La resa sul tema delle infrastrutture (i grandi appalti e il business annessi e connessi) si porta dietro il problema delle cambiali sottoscritte a suo tempo (speriamo un giorno di sapere con nomi e cognomi da chi) con la grande criminalità, arrivata ad oggi “incazzata” per la mancata realizzazione del Ponte sullo Stretto. E da qualche timore che il M5S portasse seco un vero cambiamento. Da mesi sostenevo con amici e i pochi estimatori rimastimi che la TAV si sarebbe fatta (ciento per ciento) perché quelli (intendo i veri padrini/padroni di ciò che avanza della Repubblica) così volevano. Oggi riparto dal post MESSINA CITTÀ “BABBA” UN CAZZO! e vi affido alcuni ricordi (saccheggio la rete teorico del plagiarismo creativo quale mi ritengo essere) sulla vicenda relativa alla mancata costruzione del Ponte perché possano essere utili come metafora ed analogia a capire cosa si delinea intorno alla grande pappata della TAV. Ben altro che semplice corruzione. Quando le cifre in gioco sono macro ricordatevi che c’è sempre altro (e di altra natura) in gioco. Spesso questo altro è di natura destabilizzante. Intendendo che nelle pieghe delle grandi cifre finalizzate alla corruzione spesso (se non sempre) oltre al denaro per ben altro. Come, per fare altre metafore e analogie, “dentro” alla maxi tangente ipotizzata per OPL 245 (ENI-Nigeria) c’era denaro per fare più di una guerra. E destabilizzare l’intera Africa.

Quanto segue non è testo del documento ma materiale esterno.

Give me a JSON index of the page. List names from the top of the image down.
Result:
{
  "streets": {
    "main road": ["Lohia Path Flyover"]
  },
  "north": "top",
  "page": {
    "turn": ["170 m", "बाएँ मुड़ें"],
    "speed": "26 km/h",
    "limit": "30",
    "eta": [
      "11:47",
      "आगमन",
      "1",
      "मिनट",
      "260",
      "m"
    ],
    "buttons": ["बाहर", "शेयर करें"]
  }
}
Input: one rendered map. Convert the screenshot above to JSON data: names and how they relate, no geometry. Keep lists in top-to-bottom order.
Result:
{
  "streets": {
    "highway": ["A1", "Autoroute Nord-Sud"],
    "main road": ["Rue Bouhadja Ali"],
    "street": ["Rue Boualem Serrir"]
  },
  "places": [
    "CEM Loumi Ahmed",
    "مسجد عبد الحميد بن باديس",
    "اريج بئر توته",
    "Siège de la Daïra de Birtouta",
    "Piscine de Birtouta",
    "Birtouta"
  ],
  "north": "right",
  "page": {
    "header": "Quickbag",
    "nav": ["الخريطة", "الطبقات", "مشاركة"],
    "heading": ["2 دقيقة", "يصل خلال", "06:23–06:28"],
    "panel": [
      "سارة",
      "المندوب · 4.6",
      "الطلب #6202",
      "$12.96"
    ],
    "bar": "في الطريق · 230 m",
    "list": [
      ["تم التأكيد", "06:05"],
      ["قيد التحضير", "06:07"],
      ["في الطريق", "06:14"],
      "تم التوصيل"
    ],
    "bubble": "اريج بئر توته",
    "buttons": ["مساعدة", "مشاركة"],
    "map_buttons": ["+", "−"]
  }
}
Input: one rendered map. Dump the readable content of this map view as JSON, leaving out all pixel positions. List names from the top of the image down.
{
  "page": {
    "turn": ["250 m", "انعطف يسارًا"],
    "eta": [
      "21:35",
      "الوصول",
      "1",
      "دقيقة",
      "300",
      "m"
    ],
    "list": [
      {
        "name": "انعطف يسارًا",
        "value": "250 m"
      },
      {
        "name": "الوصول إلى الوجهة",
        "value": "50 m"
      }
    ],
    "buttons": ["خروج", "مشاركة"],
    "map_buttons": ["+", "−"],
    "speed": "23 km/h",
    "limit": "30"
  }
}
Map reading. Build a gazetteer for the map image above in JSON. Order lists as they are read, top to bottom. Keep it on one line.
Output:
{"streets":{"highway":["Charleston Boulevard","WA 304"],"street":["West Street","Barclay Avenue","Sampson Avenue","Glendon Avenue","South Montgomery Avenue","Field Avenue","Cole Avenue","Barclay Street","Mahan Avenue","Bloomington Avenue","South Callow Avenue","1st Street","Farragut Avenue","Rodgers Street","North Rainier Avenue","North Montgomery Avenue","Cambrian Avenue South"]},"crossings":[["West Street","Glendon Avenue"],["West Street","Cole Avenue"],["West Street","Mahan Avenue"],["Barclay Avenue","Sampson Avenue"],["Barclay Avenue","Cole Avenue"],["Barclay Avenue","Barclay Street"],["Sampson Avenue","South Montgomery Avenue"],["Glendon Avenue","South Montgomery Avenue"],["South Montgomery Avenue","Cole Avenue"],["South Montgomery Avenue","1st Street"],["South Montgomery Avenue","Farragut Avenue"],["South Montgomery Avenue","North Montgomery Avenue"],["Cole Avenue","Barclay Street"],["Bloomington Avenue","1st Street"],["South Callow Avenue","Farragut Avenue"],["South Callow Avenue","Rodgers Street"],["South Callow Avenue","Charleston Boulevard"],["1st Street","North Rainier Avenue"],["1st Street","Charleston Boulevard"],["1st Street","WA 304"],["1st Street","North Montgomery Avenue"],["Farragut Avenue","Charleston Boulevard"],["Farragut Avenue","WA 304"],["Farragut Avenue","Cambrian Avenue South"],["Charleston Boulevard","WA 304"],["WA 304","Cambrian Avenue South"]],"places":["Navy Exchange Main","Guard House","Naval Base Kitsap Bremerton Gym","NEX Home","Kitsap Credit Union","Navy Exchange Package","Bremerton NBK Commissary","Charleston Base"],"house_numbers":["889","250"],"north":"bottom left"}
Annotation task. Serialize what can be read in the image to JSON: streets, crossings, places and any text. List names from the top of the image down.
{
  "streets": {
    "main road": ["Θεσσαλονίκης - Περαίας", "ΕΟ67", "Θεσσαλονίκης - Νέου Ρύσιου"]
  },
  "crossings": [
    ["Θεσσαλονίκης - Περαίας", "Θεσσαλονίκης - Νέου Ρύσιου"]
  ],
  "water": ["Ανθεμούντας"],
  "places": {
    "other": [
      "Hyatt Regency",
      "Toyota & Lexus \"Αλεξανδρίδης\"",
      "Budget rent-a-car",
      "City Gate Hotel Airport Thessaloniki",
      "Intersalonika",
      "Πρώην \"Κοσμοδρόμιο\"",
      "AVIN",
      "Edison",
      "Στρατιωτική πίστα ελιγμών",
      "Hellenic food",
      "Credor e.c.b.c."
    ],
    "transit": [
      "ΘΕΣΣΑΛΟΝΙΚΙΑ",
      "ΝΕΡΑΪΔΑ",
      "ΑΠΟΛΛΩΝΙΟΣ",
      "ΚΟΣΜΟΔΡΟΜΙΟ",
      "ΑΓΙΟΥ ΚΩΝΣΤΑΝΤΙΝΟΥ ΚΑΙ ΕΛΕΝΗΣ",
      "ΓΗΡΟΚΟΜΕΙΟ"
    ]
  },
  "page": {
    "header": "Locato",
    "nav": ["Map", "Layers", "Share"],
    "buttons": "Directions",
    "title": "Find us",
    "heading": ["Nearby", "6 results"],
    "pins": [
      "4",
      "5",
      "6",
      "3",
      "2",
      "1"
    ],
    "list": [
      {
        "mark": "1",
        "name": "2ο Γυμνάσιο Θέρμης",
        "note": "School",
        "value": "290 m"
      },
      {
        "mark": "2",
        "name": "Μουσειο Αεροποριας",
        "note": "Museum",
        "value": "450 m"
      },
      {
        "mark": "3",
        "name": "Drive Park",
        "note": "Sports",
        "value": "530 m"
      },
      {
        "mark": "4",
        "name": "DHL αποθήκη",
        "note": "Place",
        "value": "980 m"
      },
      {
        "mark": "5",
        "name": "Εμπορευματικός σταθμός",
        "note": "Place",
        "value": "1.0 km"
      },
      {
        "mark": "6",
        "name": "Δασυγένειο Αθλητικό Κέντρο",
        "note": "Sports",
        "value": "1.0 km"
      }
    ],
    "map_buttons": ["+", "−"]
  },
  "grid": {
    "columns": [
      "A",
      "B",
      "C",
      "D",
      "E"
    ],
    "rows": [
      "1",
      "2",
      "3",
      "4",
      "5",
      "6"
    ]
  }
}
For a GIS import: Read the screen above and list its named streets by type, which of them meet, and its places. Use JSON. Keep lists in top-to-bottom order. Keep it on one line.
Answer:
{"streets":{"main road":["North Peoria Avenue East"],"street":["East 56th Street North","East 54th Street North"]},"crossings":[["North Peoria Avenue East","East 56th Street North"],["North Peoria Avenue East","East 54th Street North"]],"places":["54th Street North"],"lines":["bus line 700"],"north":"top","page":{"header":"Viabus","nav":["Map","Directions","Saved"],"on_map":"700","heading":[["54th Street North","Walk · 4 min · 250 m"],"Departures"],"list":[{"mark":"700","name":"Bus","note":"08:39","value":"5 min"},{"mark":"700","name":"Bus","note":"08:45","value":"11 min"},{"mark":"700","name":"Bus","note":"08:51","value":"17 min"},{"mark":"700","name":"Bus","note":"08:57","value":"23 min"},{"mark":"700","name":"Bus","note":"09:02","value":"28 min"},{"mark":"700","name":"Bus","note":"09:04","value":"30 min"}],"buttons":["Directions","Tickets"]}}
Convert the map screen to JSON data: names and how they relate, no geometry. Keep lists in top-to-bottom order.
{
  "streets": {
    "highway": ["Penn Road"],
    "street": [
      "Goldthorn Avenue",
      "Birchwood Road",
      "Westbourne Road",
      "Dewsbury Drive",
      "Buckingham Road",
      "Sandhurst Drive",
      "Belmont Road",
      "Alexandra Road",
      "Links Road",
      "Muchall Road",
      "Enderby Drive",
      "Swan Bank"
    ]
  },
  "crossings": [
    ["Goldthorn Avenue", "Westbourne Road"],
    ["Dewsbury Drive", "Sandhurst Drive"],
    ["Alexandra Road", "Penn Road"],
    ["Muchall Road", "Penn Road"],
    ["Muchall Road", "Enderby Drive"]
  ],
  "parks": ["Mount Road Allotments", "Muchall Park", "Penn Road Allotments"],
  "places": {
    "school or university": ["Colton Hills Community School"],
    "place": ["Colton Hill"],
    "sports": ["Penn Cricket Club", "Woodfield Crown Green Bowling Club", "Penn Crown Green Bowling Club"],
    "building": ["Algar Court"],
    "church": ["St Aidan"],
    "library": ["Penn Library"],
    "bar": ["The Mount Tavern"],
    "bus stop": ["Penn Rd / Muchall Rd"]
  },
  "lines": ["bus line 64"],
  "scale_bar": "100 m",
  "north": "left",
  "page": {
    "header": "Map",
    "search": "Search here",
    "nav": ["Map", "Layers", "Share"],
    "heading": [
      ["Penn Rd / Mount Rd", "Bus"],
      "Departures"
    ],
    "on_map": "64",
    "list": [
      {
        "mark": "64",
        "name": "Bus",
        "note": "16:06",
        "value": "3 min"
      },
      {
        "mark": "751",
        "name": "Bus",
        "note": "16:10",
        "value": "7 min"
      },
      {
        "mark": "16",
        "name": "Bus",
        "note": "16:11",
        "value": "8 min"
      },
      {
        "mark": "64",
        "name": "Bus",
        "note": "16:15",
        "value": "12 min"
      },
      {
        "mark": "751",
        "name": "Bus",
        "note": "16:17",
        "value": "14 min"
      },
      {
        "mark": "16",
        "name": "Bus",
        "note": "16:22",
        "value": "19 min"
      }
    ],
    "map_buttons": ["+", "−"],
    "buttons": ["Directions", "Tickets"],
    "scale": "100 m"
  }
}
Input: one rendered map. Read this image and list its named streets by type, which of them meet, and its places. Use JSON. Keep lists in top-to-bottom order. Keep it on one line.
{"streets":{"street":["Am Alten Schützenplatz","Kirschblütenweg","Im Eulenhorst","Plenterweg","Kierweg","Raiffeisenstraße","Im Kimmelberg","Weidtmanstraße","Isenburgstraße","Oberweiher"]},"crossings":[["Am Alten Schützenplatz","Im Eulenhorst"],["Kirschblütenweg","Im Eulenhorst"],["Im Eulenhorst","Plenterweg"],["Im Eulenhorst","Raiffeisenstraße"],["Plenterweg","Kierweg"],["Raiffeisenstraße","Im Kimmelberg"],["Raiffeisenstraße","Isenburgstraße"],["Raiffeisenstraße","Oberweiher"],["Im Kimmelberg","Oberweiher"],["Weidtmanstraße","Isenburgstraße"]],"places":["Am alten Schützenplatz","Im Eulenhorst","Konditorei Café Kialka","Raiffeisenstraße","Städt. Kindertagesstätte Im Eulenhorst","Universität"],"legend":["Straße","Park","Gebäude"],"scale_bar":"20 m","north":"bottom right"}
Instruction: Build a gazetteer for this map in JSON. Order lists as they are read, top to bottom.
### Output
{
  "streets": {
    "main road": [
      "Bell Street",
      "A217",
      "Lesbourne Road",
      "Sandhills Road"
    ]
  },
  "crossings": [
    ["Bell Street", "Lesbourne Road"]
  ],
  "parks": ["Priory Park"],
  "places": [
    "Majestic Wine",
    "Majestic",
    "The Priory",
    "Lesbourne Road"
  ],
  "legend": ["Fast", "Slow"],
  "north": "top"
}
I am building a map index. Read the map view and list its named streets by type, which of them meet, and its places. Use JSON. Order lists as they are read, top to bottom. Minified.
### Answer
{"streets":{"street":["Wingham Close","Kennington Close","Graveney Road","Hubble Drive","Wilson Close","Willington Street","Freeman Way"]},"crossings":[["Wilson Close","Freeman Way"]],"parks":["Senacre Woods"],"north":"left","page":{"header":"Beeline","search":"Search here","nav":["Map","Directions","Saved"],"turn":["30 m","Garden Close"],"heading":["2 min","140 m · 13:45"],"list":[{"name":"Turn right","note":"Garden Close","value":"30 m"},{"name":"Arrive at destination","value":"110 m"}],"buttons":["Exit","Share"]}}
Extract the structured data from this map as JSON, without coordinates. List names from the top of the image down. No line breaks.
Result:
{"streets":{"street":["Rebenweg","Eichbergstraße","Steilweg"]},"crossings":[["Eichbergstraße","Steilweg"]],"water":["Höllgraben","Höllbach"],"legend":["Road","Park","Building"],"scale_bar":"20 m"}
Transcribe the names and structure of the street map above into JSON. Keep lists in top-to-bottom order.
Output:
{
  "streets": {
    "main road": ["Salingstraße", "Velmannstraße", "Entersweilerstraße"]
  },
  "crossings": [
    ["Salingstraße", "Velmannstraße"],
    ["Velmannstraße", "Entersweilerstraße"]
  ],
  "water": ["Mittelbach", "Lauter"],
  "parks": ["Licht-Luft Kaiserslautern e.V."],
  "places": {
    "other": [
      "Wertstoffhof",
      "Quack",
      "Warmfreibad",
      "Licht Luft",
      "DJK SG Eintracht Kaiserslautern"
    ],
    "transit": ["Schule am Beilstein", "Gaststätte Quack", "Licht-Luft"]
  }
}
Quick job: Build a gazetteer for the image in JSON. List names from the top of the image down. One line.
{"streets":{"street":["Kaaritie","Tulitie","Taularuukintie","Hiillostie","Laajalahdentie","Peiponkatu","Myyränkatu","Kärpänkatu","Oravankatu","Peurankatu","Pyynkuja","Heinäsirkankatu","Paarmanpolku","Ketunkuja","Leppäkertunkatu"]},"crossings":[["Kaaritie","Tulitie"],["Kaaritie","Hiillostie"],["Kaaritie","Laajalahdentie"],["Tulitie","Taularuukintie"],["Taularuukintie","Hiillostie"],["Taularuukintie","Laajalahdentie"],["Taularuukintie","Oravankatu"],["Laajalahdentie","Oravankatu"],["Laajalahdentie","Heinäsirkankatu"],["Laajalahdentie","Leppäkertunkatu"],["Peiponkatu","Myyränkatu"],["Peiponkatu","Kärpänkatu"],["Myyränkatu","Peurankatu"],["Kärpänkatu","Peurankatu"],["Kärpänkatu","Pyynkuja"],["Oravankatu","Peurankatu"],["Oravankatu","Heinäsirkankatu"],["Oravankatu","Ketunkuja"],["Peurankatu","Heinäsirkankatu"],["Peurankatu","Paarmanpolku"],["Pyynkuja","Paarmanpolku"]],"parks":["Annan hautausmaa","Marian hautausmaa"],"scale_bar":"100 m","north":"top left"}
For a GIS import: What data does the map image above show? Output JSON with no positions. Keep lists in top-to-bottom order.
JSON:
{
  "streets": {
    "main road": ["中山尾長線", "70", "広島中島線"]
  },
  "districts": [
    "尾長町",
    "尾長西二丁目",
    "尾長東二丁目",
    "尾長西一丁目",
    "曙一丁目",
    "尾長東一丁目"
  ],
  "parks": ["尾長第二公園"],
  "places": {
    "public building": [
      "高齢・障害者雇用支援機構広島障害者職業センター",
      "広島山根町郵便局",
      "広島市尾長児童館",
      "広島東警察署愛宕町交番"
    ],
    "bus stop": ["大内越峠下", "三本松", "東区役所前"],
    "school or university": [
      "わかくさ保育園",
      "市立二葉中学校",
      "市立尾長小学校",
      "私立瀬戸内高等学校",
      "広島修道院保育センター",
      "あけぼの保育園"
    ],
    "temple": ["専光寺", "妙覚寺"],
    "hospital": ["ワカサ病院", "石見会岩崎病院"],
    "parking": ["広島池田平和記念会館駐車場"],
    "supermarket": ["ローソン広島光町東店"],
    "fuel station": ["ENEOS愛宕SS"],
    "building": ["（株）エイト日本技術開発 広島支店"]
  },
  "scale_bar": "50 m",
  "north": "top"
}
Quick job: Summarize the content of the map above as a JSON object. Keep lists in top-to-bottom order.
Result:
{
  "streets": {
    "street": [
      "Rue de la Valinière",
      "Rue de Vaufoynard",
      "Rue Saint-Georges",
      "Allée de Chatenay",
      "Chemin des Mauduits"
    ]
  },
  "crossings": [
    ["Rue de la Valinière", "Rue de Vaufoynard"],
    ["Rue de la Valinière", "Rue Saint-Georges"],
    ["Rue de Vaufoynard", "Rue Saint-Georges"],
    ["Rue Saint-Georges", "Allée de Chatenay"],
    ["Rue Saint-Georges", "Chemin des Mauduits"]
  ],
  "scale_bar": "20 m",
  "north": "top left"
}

La fine dell’onesto Danilo Toninelli (per l’eventuale inadeguatezza vi dovete porre ben altre domande e tutte relative a chi lo ha scelto, immaginandolo agnello sacrificale, all’atto stesso di quella nomina) coinciderà alla messa in liquidazione (chi pagherà i danni inferti alla speranza e al sogno di milioni di italiani onesti che, loro sì, ci hanno messo faccia e reputazione?) della sovranità repubblicana nei confronti dei comitati criminali d’affari quasi fossero dei “signori della guerra” nemici giurati di quella legalità incarnata, per una breve stagione, da Beppe Grillo e da pochi altri  parlamentari pentastellati convinti di essere protagonisti di un cambiamento paradigmatico culturale. La cultura che si prepara a trionfare, generando una pericolosa restaurazione, è quella dei gattopardi, mai estintisi. E la regia questa volta ritengo che non sia esclusivamente siciliana.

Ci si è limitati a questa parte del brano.